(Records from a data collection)
──────

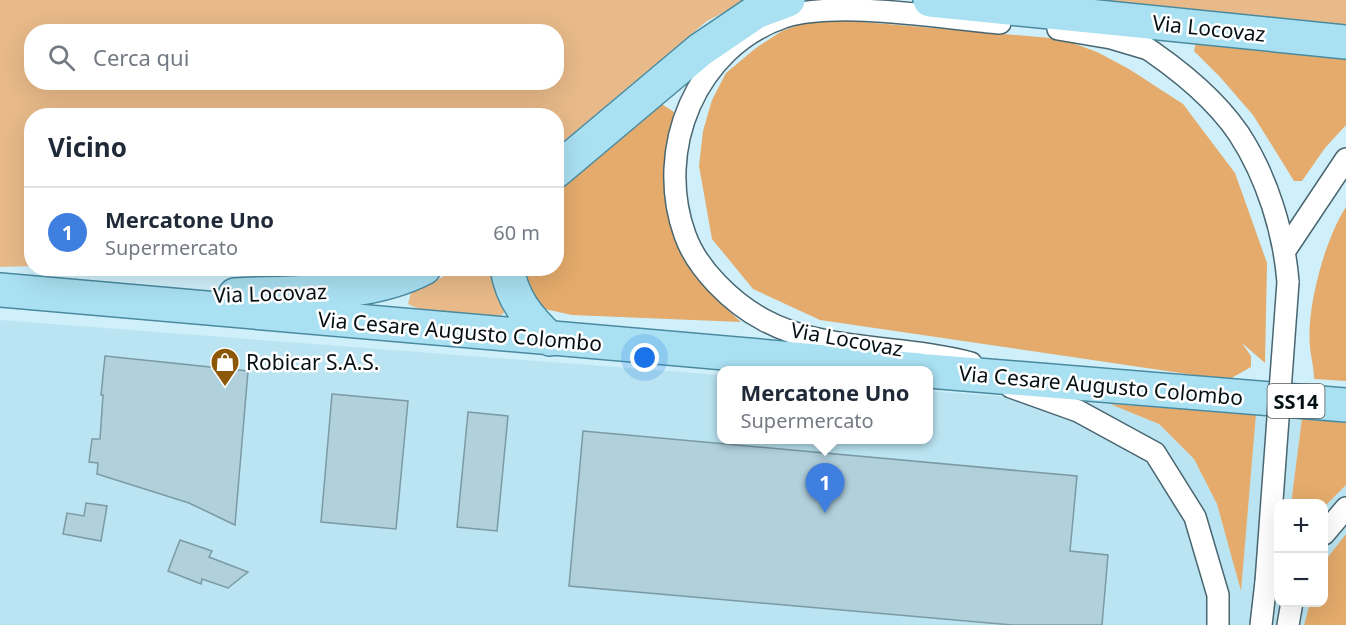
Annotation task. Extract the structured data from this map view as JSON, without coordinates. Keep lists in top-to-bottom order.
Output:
{
  "streets": {
    "main road": ["Via Locovaz", "Via Cesare Augusto Colombo", "SS14"]
  },
  "crossings": [
    ["Via Locovaz", "Via Cesare Augusto Colombo"]
  ],
  "places": {
    "shop": ["Robicar S.A.S."]
  },
  "page": {
    "search": "Cerca qui",
    "heading": "Vicino",
    "list": [
      {
        "mark": "1",
        "name": "Mercatone Uno",
        "note": "Supermercato",
        "value": "60 m"
      }
    ],
    "popup": ["Mercatone Uno", "Supermercato"],
    "pins": "1",
    "map_buttons": ["+", "−"]
  }
}
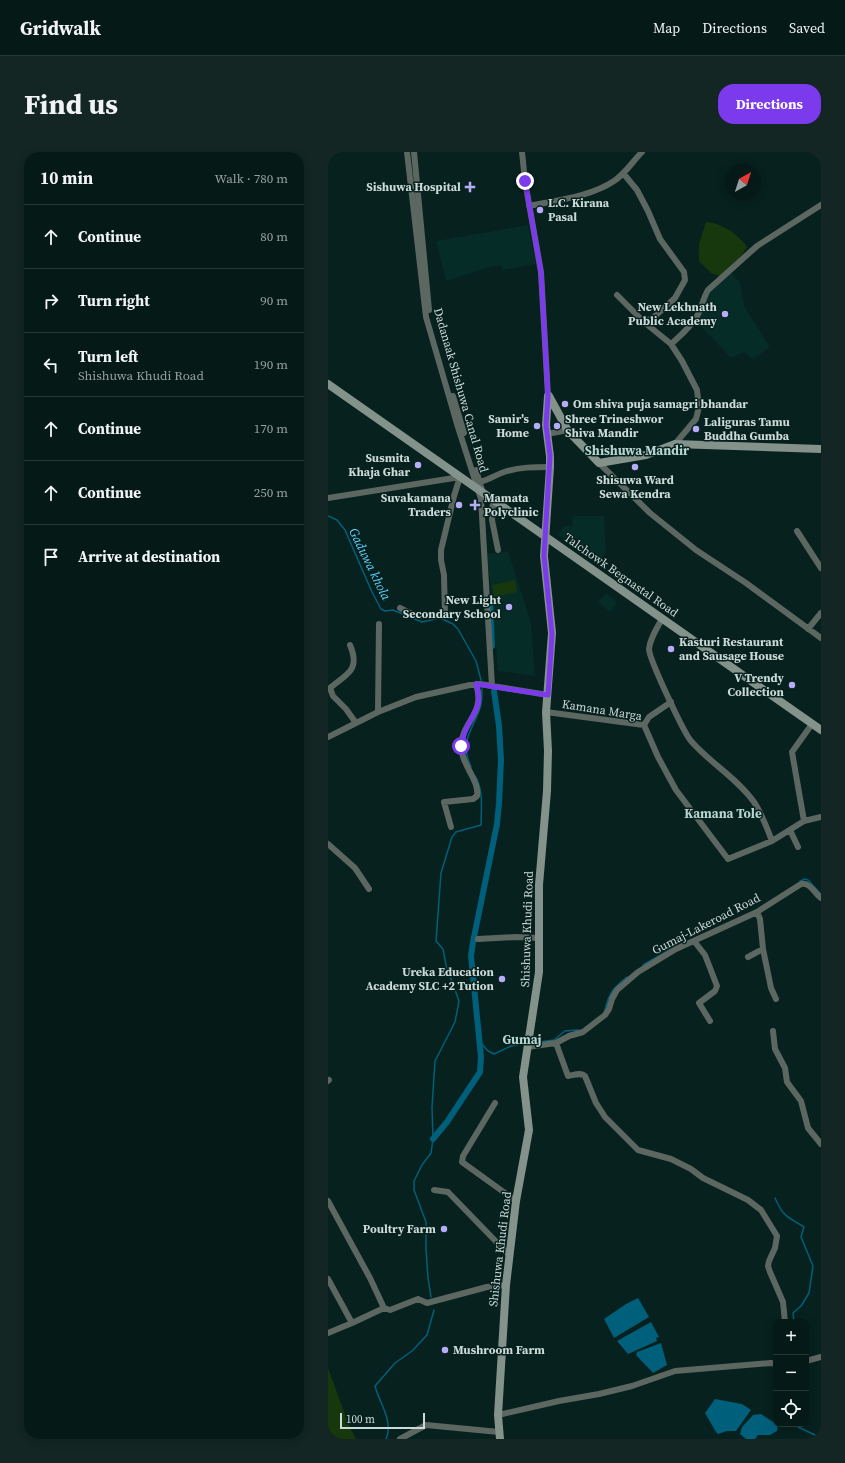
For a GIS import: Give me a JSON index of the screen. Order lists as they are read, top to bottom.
{
  "streets": {
    "main road": ["Talchowk Begnastal Road", "Shishuwa Khudi Road"],
    "street": ["Dadanaak Shishuwa Canal Road", "Kamana Marga", "Gumaj-Lakeroad Road"]
  },
  "crossings": [
    ["Dadanaak Shishuwa Canal Road", "Talchowk Begnastal Road"],
    ["Talchowk Begnastal Road", "Shishuwa Khudi Road"],
    ["Kamana Marga", "Shishuwa Khudi Road"],
    ["Gumaj-Lakeroad Road", "Shishuwa Khudi Road"]
  ],
  "districts": ["Shishuwa Mandir", "Kamana Tole", "Gumaj"],
  "water": ["Gaduwa khola"],
  "places": {
    "health": ["Sishuwa Hospital", "Mamata Polyclinic"],
    "other": [
      "L.C. Kirana Pasal",
      "New Lekhnath Public Academy",
      "Om shiva puja samagri bhandar",
      "Samir's Home",
      "Shree Trineshwor Shiva Mandir",
      "Laliguras Tamu Buddha Gumba",
      "Susmita Khaja Ghar",
      "Shisuwa Ward Sewa Kendra",
      "Suvakamana Traders",
      "New Light Secondary School",
      "Kasturi Restaurant and Sausage House",
      "V Trendy Collection",
      "Ureka Education Academy SLC +2 Tution",
      "Poultry Farm",
      "Mushroom Farm"
    ]
  },
  "scale_bar": "100 m",
  "north": "top right",
  "page": {
    "header": "Gridwalk",
    "nav": ["Map", "Directions", "Saved"],
    "buttons": "Directions",
    "title": "Find us",
    "heading": ["10 min", "Walk · 780 m"],
    "list": [
      ["Continue", "80 m"],
      ["Turn right", "90 m"],
      ["Turn left", "Shishuwa Khudi Road", "190 m"],
      ["Continue", "170 m"],
      ["Continue", "250 m"],
      "Arrive at destination"
    ],
    "map_buttons": ["+", "−"],
    "scale": "100 m"
  }
}
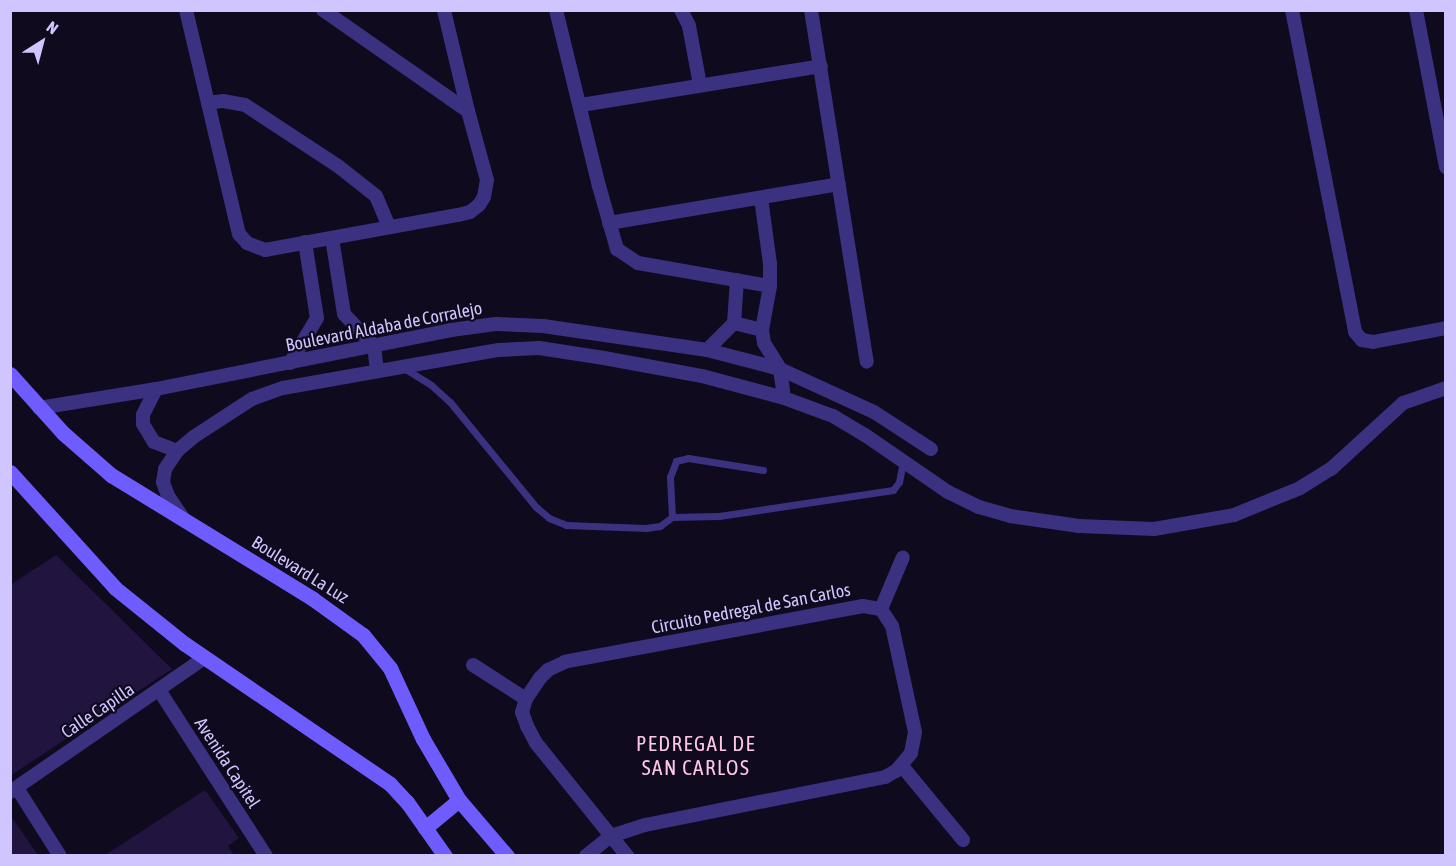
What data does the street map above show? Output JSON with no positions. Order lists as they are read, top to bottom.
{
  "streets": {
    "main road": ["Boulevard La Luz"],
    "street": [
      "Boulevard Aldaba de Corralejo",
      "Circuito Pedregal de San Carlos",
      "Calle Capilla",
      "Avenida Capitel"
    ]
  },
  "crossings": [
    ["Boulevard Aldaba de Corralejo", "Boulevard La Luz"],
    ["Calle Capilla", "Avenida Capitel"]
  ],
  "districts": ["PEDREGAL DE SAN CARLOS"],
  "north": "top right"
}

──────

** What to do **
Whenever the string "they" turns up in a line of the data, copy that line.

** Answer **
For a GIS import: Give me a JSON index of the screen. Order lists as they are read, top to bottom.
What data does the street map above show? Output JSON with no positions. Order lists as they are read, top to bottom.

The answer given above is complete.